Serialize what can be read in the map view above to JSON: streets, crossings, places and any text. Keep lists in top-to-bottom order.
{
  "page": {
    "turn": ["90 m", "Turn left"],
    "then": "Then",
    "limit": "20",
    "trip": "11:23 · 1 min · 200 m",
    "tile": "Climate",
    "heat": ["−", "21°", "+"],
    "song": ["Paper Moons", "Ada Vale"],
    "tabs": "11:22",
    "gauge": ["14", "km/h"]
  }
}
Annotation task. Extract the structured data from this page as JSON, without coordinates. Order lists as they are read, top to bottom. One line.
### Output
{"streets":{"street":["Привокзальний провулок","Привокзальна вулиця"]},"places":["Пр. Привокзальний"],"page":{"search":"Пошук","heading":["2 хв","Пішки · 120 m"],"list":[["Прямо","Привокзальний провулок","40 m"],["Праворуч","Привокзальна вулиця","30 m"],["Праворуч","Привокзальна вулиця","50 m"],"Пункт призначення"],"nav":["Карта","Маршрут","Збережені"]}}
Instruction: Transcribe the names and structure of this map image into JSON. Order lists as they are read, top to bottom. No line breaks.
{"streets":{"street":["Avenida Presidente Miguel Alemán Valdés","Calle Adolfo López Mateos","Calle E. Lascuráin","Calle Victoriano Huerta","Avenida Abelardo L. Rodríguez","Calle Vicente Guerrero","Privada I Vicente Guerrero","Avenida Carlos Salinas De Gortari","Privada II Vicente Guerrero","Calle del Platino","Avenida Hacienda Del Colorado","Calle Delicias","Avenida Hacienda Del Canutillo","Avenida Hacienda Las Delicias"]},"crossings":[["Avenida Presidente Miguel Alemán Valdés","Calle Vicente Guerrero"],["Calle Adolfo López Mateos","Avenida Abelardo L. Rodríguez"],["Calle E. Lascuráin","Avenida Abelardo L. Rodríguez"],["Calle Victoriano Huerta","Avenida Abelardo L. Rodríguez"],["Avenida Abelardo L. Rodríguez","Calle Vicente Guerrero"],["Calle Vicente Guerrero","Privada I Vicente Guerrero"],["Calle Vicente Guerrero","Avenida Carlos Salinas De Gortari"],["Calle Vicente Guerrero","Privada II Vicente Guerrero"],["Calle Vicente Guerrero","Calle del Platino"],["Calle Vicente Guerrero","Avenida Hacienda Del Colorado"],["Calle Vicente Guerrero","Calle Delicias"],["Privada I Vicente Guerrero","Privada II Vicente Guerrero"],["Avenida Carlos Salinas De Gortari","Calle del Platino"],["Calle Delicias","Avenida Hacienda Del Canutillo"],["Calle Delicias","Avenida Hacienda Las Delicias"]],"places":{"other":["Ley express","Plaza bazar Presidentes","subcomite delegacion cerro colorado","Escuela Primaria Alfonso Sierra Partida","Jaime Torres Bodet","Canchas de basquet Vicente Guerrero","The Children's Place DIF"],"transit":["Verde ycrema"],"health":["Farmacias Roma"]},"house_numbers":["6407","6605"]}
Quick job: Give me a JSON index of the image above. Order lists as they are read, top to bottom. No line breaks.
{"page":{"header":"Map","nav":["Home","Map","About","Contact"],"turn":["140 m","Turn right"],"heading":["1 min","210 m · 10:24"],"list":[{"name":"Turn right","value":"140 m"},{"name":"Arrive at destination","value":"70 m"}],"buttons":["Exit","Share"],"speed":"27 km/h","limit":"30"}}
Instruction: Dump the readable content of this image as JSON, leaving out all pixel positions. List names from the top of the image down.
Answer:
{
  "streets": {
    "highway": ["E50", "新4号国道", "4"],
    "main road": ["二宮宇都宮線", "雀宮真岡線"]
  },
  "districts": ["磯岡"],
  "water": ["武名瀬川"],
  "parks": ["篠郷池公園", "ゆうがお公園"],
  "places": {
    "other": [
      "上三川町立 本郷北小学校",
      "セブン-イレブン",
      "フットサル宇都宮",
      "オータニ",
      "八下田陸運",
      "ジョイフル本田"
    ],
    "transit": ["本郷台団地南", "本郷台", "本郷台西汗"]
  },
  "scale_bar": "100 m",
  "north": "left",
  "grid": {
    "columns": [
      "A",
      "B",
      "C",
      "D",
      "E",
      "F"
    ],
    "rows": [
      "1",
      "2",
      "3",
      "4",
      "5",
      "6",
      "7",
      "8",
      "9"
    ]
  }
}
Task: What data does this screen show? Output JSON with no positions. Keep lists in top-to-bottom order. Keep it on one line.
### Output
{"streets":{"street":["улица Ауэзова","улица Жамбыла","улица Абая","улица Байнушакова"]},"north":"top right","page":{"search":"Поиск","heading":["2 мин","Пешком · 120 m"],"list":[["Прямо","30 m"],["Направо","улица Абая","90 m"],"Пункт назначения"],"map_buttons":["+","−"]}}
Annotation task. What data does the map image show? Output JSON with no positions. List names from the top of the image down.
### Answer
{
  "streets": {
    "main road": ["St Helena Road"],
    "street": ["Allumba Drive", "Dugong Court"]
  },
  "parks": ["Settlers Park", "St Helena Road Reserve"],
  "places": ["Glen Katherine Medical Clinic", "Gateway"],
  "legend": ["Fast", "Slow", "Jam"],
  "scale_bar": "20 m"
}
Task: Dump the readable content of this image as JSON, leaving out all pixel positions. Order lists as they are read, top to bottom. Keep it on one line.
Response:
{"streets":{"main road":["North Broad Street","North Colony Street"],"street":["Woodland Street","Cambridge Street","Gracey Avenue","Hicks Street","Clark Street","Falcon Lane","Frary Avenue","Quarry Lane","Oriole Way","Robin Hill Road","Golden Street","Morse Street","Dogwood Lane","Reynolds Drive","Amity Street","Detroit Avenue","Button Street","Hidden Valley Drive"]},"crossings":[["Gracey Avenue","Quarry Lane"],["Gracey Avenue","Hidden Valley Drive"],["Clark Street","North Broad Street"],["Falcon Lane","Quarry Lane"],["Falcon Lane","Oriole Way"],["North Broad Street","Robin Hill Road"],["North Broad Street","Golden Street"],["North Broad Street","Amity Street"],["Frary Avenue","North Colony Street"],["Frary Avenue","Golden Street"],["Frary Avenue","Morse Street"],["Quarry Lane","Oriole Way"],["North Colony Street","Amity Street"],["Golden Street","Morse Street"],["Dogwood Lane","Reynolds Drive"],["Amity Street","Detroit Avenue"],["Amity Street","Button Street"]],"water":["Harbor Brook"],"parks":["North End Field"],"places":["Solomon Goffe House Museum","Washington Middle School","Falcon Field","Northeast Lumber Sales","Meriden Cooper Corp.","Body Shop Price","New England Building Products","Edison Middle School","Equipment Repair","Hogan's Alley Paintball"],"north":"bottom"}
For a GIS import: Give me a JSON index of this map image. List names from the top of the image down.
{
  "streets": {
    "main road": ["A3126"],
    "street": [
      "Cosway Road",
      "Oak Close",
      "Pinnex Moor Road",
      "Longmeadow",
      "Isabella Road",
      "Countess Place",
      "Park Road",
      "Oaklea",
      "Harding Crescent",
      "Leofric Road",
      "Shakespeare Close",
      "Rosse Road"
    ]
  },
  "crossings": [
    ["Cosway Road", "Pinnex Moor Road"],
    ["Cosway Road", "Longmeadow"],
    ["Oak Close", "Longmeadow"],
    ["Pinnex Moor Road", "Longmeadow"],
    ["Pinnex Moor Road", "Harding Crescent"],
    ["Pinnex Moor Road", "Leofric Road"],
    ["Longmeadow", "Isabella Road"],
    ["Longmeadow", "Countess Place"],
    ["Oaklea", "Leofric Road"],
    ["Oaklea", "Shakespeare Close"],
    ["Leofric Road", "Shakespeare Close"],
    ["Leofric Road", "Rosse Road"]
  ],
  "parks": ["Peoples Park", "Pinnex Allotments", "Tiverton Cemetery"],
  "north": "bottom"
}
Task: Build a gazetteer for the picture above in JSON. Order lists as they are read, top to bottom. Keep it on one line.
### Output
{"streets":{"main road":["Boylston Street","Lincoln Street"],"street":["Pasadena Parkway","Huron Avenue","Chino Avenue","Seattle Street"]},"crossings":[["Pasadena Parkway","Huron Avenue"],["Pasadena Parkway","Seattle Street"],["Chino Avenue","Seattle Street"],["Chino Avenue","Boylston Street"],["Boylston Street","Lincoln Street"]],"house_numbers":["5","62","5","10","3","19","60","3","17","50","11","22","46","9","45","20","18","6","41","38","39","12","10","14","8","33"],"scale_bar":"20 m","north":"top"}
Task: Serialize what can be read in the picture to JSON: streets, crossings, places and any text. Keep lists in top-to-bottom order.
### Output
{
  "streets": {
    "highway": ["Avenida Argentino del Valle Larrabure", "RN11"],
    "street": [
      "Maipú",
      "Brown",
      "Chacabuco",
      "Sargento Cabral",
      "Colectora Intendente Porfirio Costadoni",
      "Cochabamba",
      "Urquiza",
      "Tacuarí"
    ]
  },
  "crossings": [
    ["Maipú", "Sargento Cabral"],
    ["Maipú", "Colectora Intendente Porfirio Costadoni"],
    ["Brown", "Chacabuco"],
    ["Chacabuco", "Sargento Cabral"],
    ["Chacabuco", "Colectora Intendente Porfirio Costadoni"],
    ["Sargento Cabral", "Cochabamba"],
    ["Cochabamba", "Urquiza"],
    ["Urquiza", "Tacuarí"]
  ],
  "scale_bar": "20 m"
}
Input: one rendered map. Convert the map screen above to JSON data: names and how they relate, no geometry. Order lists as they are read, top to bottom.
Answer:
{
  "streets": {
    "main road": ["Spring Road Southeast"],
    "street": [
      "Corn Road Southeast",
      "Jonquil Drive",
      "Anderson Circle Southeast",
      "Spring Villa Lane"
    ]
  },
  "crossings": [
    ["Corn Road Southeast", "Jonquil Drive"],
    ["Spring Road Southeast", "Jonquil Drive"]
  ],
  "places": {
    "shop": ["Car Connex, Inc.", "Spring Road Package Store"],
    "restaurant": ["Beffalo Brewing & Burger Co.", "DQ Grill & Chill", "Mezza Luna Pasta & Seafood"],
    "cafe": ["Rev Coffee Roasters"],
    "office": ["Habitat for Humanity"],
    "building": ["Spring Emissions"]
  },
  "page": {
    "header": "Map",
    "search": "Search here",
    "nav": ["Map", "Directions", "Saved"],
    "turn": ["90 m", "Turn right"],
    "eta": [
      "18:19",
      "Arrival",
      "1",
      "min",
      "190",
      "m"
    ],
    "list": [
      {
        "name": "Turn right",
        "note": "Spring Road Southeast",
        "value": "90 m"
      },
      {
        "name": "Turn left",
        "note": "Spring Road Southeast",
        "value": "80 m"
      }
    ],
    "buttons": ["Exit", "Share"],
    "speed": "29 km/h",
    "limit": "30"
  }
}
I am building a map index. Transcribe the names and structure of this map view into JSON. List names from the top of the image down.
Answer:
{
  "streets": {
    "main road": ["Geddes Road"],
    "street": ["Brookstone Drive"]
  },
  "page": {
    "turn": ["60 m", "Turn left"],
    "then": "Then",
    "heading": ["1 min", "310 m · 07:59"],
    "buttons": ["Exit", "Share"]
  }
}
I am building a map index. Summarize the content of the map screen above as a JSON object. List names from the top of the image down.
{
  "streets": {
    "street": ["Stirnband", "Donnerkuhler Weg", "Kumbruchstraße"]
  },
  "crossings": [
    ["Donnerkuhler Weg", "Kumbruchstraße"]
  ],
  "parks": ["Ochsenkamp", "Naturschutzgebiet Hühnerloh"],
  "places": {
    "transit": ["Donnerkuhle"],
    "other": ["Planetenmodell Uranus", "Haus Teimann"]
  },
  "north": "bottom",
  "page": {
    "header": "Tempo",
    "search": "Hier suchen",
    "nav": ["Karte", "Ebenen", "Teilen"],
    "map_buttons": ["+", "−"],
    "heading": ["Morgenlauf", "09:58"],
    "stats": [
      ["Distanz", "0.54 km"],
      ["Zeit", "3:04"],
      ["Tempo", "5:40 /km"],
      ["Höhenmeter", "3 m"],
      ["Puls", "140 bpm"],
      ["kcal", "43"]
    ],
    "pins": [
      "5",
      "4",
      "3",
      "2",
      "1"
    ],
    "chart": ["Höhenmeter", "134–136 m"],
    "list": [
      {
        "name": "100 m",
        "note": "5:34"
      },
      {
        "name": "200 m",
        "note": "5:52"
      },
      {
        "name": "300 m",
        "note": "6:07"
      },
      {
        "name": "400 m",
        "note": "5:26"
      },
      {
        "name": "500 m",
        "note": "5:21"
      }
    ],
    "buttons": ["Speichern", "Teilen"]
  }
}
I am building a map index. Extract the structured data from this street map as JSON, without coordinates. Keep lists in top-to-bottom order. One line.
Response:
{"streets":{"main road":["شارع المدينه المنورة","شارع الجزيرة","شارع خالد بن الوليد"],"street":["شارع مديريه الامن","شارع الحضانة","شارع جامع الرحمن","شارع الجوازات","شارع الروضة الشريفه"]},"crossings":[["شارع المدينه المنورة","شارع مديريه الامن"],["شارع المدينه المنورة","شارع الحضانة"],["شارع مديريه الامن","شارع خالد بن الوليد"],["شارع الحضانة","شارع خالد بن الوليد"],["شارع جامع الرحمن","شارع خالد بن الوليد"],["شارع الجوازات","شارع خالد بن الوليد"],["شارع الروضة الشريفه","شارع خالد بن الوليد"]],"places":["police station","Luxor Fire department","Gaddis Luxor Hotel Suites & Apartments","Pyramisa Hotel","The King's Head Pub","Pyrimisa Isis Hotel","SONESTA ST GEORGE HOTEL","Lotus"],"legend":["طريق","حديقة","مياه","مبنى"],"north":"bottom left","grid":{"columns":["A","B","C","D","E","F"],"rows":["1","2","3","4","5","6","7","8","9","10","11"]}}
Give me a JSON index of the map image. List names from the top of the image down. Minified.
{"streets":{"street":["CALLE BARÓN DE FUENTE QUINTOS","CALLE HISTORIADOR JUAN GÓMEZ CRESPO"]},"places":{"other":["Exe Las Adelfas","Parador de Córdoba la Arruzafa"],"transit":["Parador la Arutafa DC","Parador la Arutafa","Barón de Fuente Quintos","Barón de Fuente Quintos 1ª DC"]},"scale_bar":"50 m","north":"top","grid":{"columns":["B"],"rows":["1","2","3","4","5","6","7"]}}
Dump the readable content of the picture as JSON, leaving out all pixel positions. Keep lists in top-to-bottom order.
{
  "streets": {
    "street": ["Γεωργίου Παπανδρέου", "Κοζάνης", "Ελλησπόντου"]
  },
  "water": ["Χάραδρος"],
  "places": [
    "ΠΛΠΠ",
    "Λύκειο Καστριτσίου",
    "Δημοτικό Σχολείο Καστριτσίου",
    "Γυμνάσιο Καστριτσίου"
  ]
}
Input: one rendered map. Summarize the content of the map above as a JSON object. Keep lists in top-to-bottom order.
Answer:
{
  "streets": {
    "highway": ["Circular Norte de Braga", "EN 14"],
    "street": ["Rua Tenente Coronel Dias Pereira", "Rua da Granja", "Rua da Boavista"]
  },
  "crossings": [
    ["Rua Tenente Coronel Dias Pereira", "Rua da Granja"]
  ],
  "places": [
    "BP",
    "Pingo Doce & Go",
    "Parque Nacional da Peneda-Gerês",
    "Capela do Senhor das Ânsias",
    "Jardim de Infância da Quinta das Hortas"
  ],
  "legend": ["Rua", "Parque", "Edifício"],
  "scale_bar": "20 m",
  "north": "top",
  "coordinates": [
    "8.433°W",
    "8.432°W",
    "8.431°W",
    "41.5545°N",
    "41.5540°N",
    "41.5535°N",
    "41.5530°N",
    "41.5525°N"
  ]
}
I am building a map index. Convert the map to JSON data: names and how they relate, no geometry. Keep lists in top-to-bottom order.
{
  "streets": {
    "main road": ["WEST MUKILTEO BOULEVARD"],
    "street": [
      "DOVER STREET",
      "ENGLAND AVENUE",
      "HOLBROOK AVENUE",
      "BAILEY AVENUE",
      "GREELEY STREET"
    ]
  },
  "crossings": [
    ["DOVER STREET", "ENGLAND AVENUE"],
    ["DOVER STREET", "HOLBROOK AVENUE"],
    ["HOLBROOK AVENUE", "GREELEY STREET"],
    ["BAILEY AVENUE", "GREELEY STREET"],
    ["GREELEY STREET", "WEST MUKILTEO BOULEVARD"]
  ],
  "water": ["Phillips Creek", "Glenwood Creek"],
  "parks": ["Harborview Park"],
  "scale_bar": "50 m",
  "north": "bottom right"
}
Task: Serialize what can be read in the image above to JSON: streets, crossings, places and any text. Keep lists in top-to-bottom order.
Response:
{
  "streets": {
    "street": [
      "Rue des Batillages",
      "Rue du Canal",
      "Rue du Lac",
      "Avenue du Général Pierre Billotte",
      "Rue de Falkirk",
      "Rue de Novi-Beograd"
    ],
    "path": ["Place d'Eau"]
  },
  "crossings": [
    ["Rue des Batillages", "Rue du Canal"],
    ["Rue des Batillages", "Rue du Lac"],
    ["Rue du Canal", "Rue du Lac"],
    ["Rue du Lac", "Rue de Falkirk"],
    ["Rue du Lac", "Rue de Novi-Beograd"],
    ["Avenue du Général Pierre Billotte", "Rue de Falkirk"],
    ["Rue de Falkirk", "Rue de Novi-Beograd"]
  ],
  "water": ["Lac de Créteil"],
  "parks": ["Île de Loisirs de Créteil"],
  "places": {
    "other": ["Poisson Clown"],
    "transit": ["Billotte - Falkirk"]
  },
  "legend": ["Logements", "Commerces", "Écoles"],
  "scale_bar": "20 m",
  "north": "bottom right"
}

.....

Work instruction: Present each line from the listing that holds the string "structured".

Answer for this exercise:
Annotation task. Extract the structured data from this page as JSON, without coordinates. Order lists as they are read, top to bottom. One line.
I am building a map index. Extract the structured data from this street map as JSON, without coordinates. Keep lists in top-to-bottom order. One line.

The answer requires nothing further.